The Nuss procedure for the correction of Pectus Excavatum (PE) is associated with intense postoperative pain. Our strategy to control early postoperative pain is to combine epidural with intravenous analgesia. Our aim was to analyse our pain control strategy by reviewing all the PE cases treated at our institution. Sixty consecutive patients, aged between 12 and 26 years old, received the PE operation at our institution from January, 2007 to September, 2010. The median age was 16 (12-27) with a male/female ratio of about 7/1. An epidural catheter was employed in all the cases, with 38 patients (63%) requiring additional drugs to control pain, which remained in place for 74 hours (72-96). The pain score was higher in male patients, but lower in those younger than 16 years old. Moreover, patients that consumed benzodiazepines had a significant decrease in cumulative opioid intake (P = 0.0408). Both gender and age had an impact on pain control, while we noticed a synergistic effect between opiates and tranquillizers.

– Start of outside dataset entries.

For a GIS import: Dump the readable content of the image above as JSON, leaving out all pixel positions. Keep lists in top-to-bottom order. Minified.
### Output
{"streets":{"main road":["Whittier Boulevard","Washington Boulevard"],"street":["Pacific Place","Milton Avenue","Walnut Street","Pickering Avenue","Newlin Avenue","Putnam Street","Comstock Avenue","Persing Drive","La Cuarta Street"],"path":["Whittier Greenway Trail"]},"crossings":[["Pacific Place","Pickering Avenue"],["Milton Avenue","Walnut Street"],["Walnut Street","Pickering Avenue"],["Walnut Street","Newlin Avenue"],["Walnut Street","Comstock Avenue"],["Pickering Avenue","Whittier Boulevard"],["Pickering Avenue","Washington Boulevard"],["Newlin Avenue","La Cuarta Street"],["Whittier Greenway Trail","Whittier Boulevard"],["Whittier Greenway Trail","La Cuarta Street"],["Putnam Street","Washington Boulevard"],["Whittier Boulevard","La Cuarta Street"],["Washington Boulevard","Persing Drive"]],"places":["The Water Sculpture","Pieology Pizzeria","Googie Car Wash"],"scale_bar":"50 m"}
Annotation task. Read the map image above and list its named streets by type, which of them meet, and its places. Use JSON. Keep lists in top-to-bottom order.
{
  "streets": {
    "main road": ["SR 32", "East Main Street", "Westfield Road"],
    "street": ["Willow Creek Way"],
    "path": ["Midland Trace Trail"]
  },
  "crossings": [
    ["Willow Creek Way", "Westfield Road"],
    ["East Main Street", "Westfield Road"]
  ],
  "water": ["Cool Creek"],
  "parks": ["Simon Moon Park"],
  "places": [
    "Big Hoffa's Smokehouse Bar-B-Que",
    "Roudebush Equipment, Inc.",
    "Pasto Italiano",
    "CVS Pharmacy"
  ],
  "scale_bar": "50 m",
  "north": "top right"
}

Keywords: anxiety, MIRPE, Nuss procedure, pain, pectus excavatum


Sixty patients between 12 and 26 years of age underwent MIRPE. The male/female ratio was approximately 7 : 1. The mean weight was 59 kg (35-83). The Haller index ranged from 2.6 to 13, with a median value of 5.0. Thirty two patients (53%) had an asymmetric profile. All patients received oral benzodiazepines (lorazepam 0.02-0.1 mg/kg/dose) the night before the surgery. The mean duration of anaesthesia was 2.9 hours (2.3-3.2) and the time for surgery ranged between 1 to 3 hours, with a median duration of 1.1 hours. EA was activated with 0.375% levobupivacaine and a clonidine 1-2 ug/kg injection, and as per protocol, continuous epidural infusion of fentanyl 0.2-0.4 ug/kg/h in 0.1% levobupivacaine associated with intravenous paracetamol 15-20 mg/kg/dose was administered at the end of the operation. During EA, 23 patients (38%) experienced side effects as reported in the table (Table 1). The epidural catheter was kept in place for 74 hours (72-96). Malfunctioning, which required catheter removal, was presented in 5 patients (8%) due to obstruction. Additional drugs (ketorolac, morphine, tramadol) were administered when necessary (NRS > 4).

Table 1

Thirty-eight patients (63%) required additional analgesics during the EA period. After EA suspension, patients received both slow release oral oxycodone (starting with 10 mg twice/day then reduced to 5 mg once/day) and oral paracetamol (15-20 mg/kg/dose). The additional i.v. drugs that were the same (ketorolac, morphine, tramadol) were administered when required (NRS > 4). During this period, 43 patients (72%) required additional analgesics, mostly during the critical change over phase from the EA to the oral analgesia regimen. The average duration of oral medication was 5.5 ± 3 days. Patients were discharged with oral therapy if required (paracetamol 500 mg and codeine phosphate 30 mg). The length of hospital stay was 10 days (8-29). The daily pain score assessments, via NRS, demonstrated that pain increased since the operative day with a maximum being reached in the first postoperative day (Fig. 1A). The following postoperative days, the pain score decreased progressively, reaching an NRS below 4 after the fourth postoperative day (Fig. 1). Both gender and age seemed to have a significant overall impact on the mean pain experienced: P = 0.0417 and P = 0.0199, respectively (Fig. 2). Pectus severity did not correlate with the pain level though (P > 0.05 - data not shown).

Figure F1
The figure shows the average pain experienced by patients during the first 7 postoperative days (A), divided by gender (B), divided in two age groups (C).
Figure F2
The figure shows the mean pain experienced by patients in the post operative period divided by gender (A) P = 0.0417, divided in two age groups (B) P = 0.0199.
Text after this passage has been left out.